In the earlier post I presented the “Five Organizational Patterns for Strategic Management“. It included a model that can be used for reflexivity, which I called simply “The Pentagram“. I consciously didn’t want to give it any specific name as the main focus of the model is to provide material for reflexivity, not to create any fixed models of the social reality we are living in.
I also promised to give some concrete examples of how to use this model i practice. Here is one example how we used this to make sense of the current environment of an Organizational Development team:
As there were only three days to Christmas, we decided to call the exercise “Christmas Star“. Here’s what we did in practice.
- We prepared a list of items that are most probably relevant to the participants. The items included tasks (e.g. defining quality criteria, facilitating meetings, supporting program management, coaching), roles (e.g. Quality Manager, Coach, OD Manager), key relations (e.g. program manager “X”, test engineer “Y”) and social objects in general (e.g. negotiations of criteria fulfillment, weekly meetings, working processes). This list was used as an example to give the participants an idea what kind of items we are looking for.

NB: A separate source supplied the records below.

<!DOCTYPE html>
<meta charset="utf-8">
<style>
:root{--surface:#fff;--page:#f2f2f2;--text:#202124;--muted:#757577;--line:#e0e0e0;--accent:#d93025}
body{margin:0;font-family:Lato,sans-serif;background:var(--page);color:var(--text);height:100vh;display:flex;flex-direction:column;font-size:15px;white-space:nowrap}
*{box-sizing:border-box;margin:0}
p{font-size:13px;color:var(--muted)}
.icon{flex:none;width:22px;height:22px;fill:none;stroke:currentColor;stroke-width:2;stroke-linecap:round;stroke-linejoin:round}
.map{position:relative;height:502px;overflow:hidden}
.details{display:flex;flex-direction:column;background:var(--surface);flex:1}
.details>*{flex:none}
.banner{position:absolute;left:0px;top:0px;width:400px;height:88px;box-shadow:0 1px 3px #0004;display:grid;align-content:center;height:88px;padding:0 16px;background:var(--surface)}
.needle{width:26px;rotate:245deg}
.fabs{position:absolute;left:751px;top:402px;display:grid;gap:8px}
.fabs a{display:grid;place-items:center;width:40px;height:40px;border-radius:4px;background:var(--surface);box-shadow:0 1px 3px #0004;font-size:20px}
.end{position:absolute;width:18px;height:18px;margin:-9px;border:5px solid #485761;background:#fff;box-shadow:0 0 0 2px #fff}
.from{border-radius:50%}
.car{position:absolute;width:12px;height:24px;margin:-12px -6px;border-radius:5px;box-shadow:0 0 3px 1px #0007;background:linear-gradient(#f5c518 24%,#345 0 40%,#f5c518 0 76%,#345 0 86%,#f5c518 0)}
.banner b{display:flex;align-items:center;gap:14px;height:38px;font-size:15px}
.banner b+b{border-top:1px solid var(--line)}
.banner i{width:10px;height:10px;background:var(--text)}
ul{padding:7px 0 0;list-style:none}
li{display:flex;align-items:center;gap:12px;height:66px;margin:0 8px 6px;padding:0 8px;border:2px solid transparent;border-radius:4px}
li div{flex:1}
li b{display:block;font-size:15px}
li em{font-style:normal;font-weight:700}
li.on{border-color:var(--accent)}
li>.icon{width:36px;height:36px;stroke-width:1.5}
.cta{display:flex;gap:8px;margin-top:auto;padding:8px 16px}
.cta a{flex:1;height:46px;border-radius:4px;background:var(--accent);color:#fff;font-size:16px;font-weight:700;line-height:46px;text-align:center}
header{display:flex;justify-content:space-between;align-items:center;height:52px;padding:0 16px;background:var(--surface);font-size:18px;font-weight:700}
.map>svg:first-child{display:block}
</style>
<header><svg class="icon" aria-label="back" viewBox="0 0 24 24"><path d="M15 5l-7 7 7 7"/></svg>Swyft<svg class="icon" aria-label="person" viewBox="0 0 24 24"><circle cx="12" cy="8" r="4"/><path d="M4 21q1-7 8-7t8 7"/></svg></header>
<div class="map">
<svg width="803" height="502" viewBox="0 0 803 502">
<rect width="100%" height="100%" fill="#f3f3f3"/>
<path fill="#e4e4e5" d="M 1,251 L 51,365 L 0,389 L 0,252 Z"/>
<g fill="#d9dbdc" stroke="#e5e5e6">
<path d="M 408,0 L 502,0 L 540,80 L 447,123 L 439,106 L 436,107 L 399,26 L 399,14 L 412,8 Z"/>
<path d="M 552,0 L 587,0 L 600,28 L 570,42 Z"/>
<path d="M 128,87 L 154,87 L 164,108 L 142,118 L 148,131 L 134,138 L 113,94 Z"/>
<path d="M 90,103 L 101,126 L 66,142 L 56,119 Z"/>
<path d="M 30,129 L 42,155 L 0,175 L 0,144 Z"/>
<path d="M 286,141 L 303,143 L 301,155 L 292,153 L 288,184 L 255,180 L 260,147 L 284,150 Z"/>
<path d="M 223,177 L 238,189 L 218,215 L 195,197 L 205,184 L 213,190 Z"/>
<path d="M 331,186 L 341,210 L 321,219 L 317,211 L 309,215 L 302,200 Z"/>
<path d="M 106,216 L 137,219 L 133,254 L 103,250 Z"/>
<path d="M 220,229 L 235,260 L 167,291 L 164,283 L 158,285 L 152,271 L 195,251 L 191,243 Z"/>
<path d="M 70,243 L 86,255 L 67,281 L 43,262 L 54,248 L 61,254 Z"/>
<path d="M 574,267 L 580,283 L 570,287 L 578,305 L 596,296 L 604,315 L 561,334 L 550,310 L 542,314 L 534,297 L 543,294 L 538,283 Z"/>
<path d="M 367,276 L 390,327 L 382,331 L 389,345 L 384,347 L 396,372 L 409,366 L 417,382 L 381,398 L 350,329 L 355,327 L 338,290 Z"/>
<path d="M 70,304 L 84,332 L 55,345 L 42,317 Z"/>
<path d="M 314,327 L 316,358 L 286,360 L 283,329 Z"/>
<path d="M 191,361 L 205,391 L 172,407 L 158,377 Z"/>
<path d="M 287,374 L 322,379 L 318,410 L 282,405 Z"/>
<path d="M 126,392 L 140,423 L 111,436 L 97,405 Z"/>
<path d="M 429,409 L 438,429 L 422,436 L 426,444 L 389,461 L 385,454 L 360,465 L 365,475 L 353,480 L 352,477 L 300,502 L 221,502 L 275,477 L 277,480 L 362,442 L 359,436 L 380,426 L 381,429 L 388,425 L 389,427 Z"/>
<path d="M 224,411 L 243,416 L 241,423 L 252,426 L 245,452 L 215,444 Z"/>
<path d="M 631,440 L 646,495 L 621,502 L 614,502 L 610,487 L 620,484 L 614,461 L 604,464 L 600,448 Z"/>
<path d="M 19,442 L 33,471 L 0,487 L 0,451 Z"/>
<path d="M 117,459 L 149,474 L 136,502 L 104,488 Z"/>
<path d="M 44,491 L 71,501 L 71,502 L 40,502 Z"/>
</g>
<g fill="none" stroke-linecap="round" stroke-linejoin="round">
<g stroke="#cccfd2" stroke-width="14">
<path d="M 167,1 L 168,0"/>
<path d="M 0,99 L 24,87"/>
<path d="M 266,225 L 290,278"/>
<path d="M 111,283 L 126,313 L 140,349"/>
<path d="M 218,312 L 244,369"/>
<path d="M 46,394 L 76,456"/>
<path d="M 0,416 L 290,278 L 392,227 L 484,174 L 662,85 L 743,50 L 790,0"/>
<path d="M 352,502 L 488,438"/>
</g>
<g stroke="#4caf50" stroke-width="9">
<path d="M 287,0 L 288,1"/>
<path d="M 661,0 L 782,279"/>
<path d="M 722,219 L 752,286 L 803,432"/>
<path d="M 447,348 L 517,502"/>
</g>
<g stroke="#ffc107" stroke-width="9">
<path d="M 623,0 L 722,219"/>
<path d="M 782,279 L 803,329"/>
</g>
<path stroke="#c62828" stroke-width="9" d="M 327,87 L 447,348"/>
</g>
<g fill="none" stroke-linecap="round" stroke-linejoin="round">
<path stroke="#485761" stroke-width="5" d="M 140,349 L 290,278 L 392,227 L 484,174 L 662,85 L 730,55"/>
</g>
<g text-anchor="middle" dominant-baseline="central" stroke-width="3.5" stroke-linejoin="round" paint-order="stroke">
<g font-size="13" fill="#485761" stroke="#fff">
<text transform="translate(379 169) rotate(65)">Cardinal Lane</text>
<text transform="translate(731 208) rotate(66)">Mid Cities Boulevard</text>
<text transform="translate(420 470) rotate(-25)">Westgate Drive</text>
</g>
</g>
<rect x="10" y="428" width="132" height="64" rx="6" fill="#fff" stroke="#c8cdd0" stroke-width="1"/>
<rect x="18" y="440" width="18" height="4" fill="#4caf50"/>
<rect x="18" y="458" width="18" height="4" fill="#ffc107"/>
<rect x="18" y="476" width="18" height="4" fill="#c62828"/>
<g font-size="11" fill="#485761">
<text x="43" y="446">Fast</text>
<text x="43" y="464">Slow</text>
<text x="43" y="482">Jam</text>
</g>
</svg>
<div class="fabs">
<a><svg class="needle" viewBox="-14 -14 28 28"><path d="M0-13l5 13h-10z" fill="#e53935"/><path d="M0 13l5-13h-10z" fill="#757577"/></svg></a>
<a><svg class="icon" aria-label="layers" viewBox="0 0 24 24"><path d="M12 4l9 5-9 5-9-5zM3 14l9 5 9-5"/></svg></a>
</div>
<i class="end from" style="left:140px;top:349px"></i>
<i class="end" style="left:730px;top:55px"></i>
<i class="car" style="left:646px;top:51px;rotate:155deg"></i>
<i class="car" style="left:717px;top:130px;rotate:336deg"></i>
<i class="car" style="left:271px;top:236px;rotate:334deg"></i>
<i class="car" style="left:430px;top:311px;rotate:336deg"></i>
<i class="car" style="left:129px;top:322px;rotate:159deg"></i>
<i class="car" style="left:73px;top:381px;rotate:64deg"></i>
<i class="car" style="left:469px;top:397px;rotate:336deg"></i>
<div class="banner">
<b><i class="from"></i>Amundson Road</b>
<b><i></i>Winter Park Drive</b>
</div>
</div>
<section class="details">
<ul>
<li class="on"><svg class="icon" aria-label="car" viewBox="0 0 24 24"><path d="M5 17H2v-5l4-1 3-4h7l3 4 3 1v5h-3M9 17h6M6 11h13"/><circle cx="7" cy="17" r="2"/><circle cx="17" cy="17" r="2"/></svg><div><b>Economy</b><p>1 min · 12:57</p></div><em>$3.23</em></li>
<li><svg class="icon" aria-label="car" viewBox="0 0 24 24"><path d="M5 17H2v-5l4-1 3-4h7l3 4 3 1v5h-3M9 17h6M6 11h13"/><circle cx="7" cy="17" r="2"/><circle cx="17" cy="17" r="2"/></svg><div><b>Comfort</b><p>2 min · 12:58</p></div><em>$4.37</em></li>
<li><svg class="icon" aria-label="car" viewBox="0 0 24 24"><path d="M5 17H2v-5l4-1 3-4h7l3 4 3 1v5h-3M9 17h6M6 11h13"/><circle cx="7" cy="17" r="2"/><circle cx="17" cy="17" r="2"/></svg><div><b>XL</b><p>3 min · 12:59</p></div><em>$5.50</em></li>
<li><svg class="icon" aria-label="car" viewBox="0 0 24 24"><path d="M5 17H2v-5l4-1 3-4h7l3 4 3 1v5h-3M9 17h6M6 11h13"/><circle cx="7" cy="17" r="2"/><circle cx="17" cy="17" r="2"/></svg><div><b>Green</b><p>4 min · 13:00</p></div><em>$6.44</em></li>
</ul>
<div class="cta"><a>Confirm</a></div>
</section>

- We divided the participants in small groups. Each group had their own little Christmas Stars and they brainstormed more items that were relevant to them, writing those in 3M stickers.
- We went through the five organizational patterns that are represented by the five spikes of Christmas Star: Explicit, Equivocal, Cooperative, Evolving, Uncontrollable. We explained what they meant – what kind of social complexity, what kind of responsive patterns are typical for them. And then we put few items to the different spikes as an example.
- Small groups went through their own items and placed them to the relevant spikes. Some of the items were split and divided to multiple spikes, some of them were on several spikes at the same time.
- We grouped all the key items on a bigger, common Christmas Star trying to create a consensus on where they belonged to. The star was made on the floor and flip charts represented the respective spikes.
- We made a strategic plan of how to continue with the items based on the organizational patterns they represented:
- All the items were roughly prioritized in their respective spikes.
- Explicit and Equivocal patterns were made as an action points. They were assigned to relevant individuals / small groups.
- Cooperative patterns were studied. Items were grouped together as logical wholes. Rough analysis of the required group/team was made. Items were then assigned as working items to those groups/teams.
- Evolving items were studied and grouped together. Rough analysis of required network and a plan for the working process was made. Emphasis was put on the need to re-visit the structure of the network and the working process in iterative manner. This is the spike that requires the most of the work. If possible, there should be at least 1-2 hours of time reserved to work these plans out.
- Uncontrollable items were studied too. With critical items, a follow-up process was established to make reactive decisions based on the particular situation at hand and to see where the items were moving towards.
The focus of the exercises was two-fold:
First of all, they provided opportunities to reflect upon what kind of environment the team was currently working on. People discussed in small groups and in a bigger group about the different elements of their work. Essentially they were socially constructing a view of their work together. These discussions also provided lots of material for their private inner dialogue.
The second element of the exercises was to create patterns of cooperation. These cooperative patterns would provide means to work with the different aspects of the work environment. The spikes of the Christmas Star provided a way to look at what kind of patterns were going on – the “items” represented actual patterns. By becoming more aware of what kind of patterns they are dealing with, people could adapt to them more consciously. The planning provided an opportunity to create shared meaning to the items and to visualize/verbalize the process of adapting to these patterns.
After the meeting it was agreed to go through these exercises again after some period of time. The reason for this is that social situations are always evolving. New items are emerging and old items decaying. It is also probable that some of the items will move from one spike to another. For example, some items might move from evolving to cooperative as they stabilize and some items may move from cooperative to uncontrollable after some conflicts etc. It is important to note that this process is just providing opportunities to reflexivity in that temporal situation.